The Man Behind the Monsters
I first looked at Famous Monsters of Filmland back in the sixth grade. Remember: the dark night of our prepubescent souls really arrived at 11 p.m. Friday nights, when Roderick came on and hosted Shock Theater with his assistant, Igor, the personification of what would happen to us if we didn’t sit up straight in class. Our monster club had its weekly meeting on Friday nights, and at one meeting vice-president Brent Griffiths held aloft a pulpy, picture-strewn magazine pinched firmly between the thumb and forefinger of his warted chartreuse monster gloves, and said, ”Gentlemen, note this.” We gathered around. As we read the synopsis of The Crawling Eye, a film we’d seen together a few weeks before, and looked over the many stills from Them and It Came From Beneath the Sea, we knew as inexorably as Carl Denham’s hunch about King Kong that here was something significant, something larger than life.
Today, Famous Monsters of Filmland is the oldest, best monster magazine in the world. It and three other horror comics — Creepy, Eerie, and Vampirella — stir deep, deep in the dark, still heart of every complete newsstand and sell for a buck apiece. Nearly three million people read them every year: they are translated into German, French, and Spanish and are the living embodiment of the most ghoulish publishing empire in the world: Warren Magazines.
Despite all this big news, I have been waiting to talk to founder and publisher James Warren for 15 years. I walked into the lower east side building along with two delivery boys who were both eating sandwiches. Checking the directory, I found out that, yes, Captain Company, Warren’s mail-order Disneyland of Monsterdom, was also on floor seven. With two boys in the elevator, everything smelling of hamburgers, I thought, “Mundane, mundane, won’t you fellows cease? I’m on my way to meet, in one form or another, the Maker. This is not your ordinary day.” I’d skipped lunch myself, anticipation overwhelming flesh. Face it, I’m going to the source.
He’d already put me off twice. The first time he was seeing his distributor in St. Louis; the second time I’d called he’d said, “The hell you are!
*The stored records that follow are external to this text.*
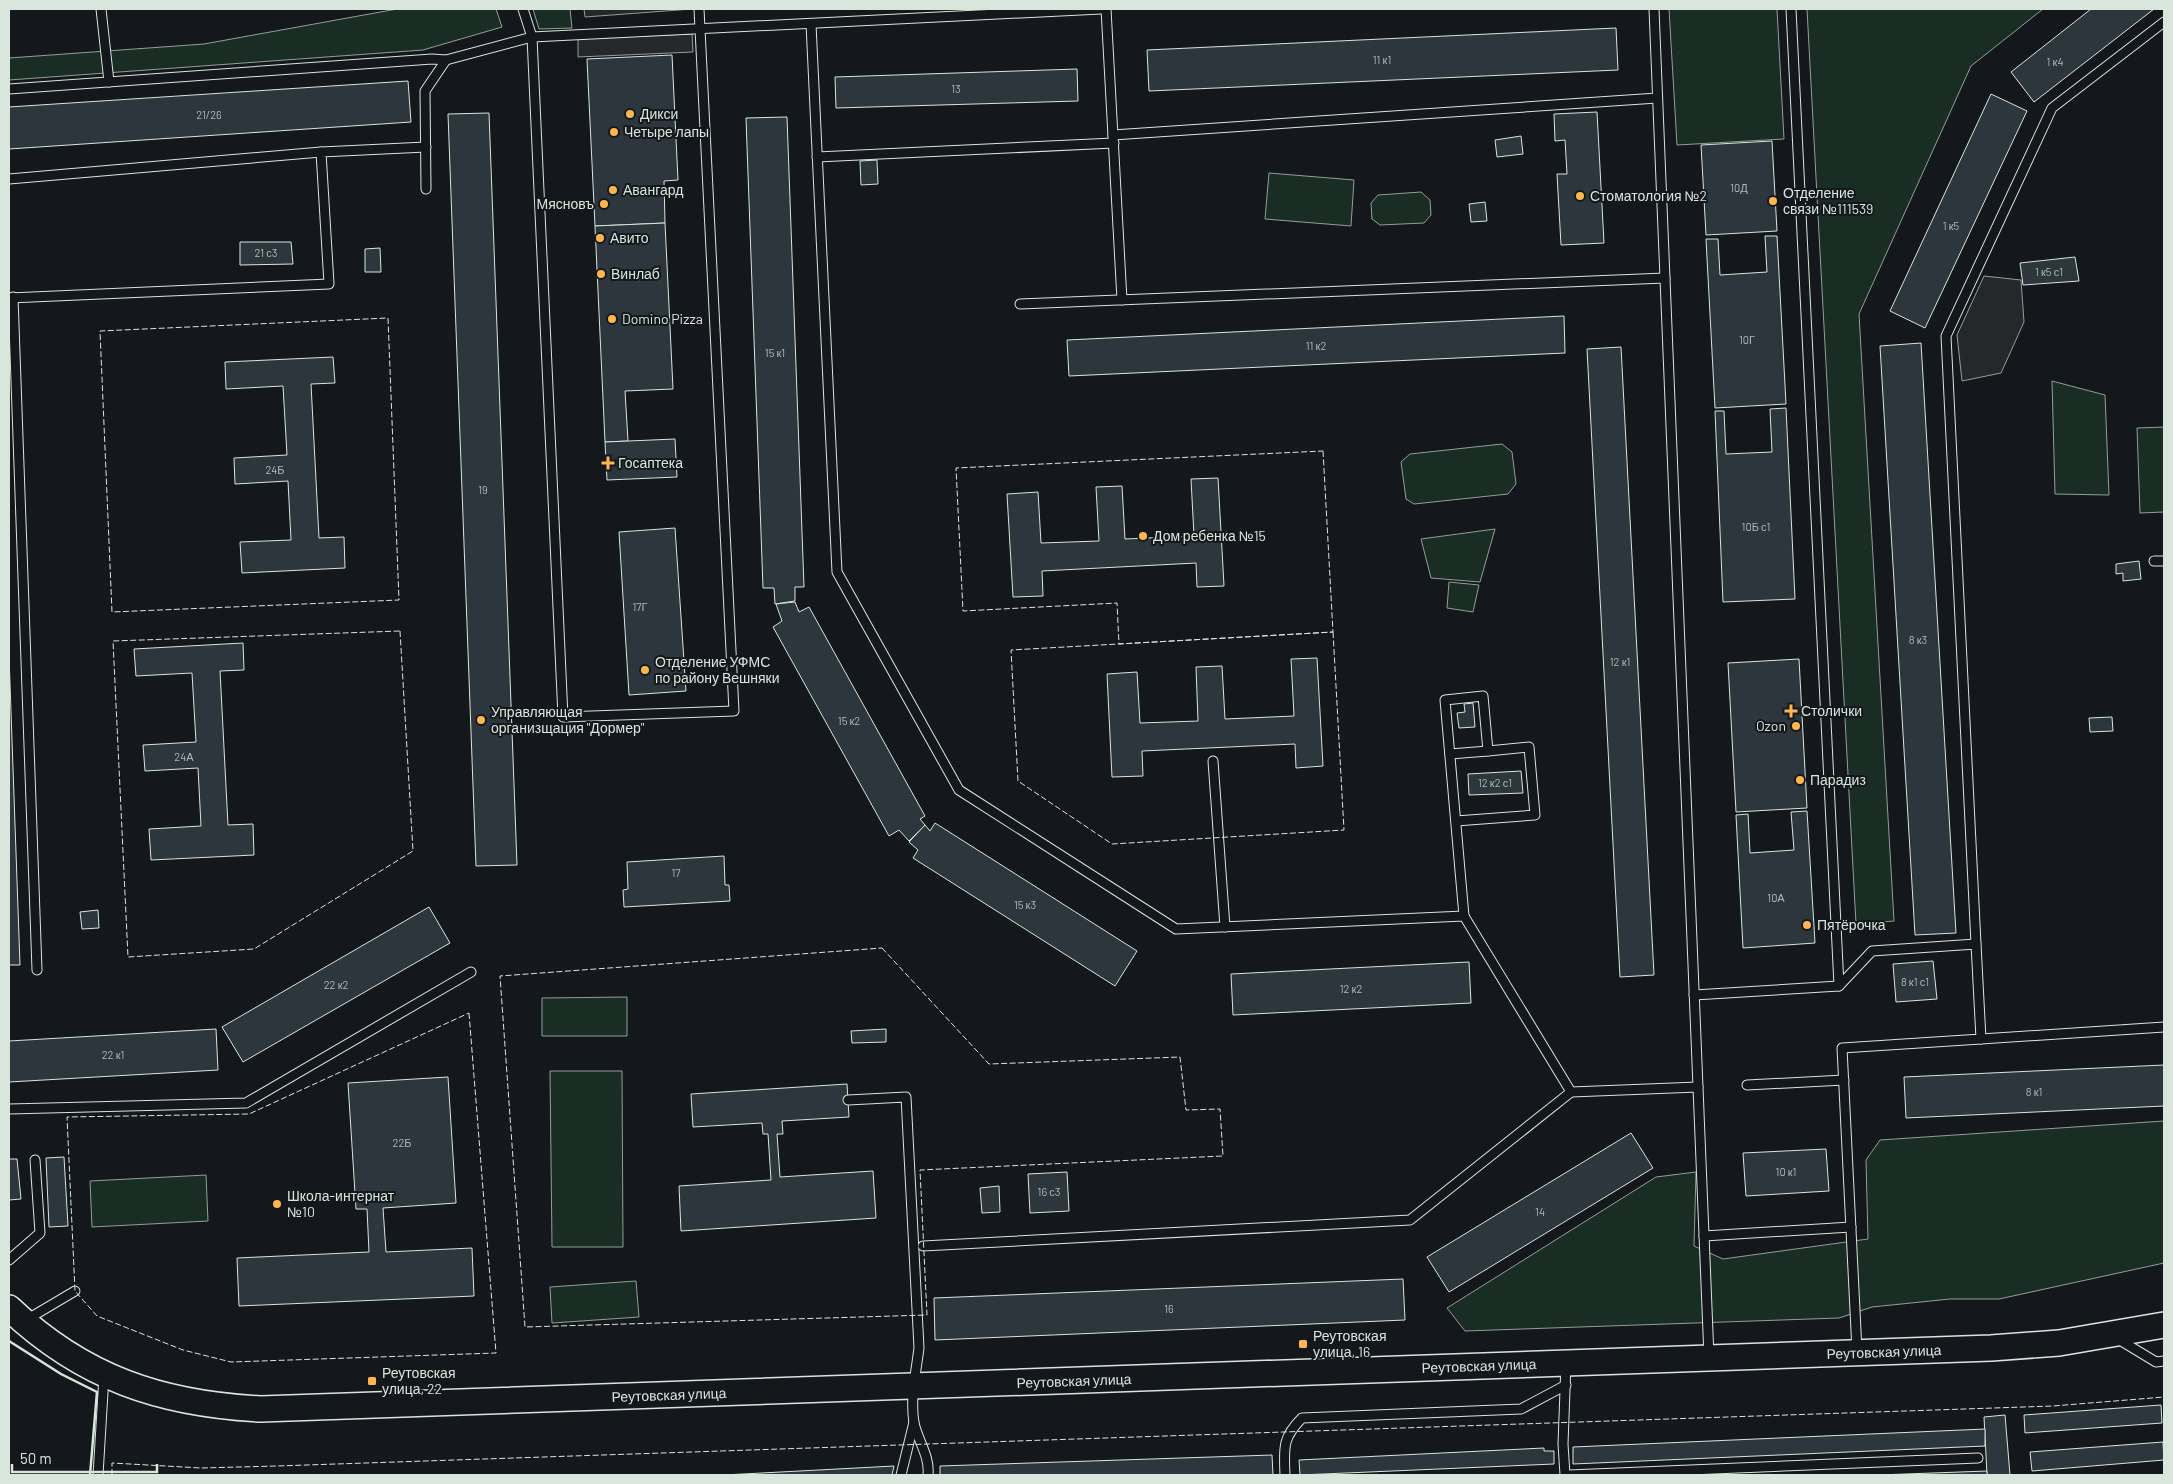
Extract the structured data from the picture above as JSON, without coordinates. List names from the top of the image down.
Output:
{
  "streets": {
    "street": ["Реутовская улица"]
  },
  "places": {
    "other": [
      "Дикси",
      "Четыре лапы",
      "Авангард",
      "Стоматология №2",
      "Отделение связи №111539",
      "Мясновъ",
      "Авито",
      "Винлаб",
      "Domino Pizza",
      "Дом ребенка №15",
      "Отделение УФМС по району Вешняки",
      "Управляющая организщация \"Дормер\"",
      "Ozon",
      "Парадиз",
      "Пятёрочка",
      "Школа-интернат №10"
    ],
    "health": ["Госаптека", "Столички"],
    "transit": ["Реутовская улица, 16", "Реутовская улица, 22"]
  },
  "house_numbers": [
    "11 к1",
    "1 к4",
    "13",
    "21/26",
    "10Д",
    "1 к5",
    "21 с3",
    "1 к5 с1",
    "10Г",
    "11 к2",
    "15 к1",
    "24Б",
    "19",
    "10Б с1",
    "17Г",
    "8 к3",
    "12 к1",
    "15 к2",
    "24А",
    "12 к2 с1",
    "17",
    "10А",
    "15 к3",
    "8 к1 с1",
    "22 к2",
    "12 к2",
    "22 к1",
    "8 к1",
    "22Б",
    "10 к1",
    "16 с3",
    "14",
    "16"
  ],
  "scale_bar": "50 m"
}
Why, yes, of course. No. not now, we’ve got a deadline. Eerie people are sleeping on the couches. I slept here last night myself and I’m leaving for France at four. Come Wednesday. I’ve got some stuff will knock your eyes out…”
I closed my eyes when the elevator stopped, took what breath I could, and stepped off into Warren’s realm. The lobby is small and tastefully strange. Several poster-size covers from Creepy and Eerie are framed on the wall. There is a red vinyl sheet with “Red Carpet” printed on it, and on the little black marquee behind the receptionist it says: “Welcome today to” and then my name. They’re ready for me.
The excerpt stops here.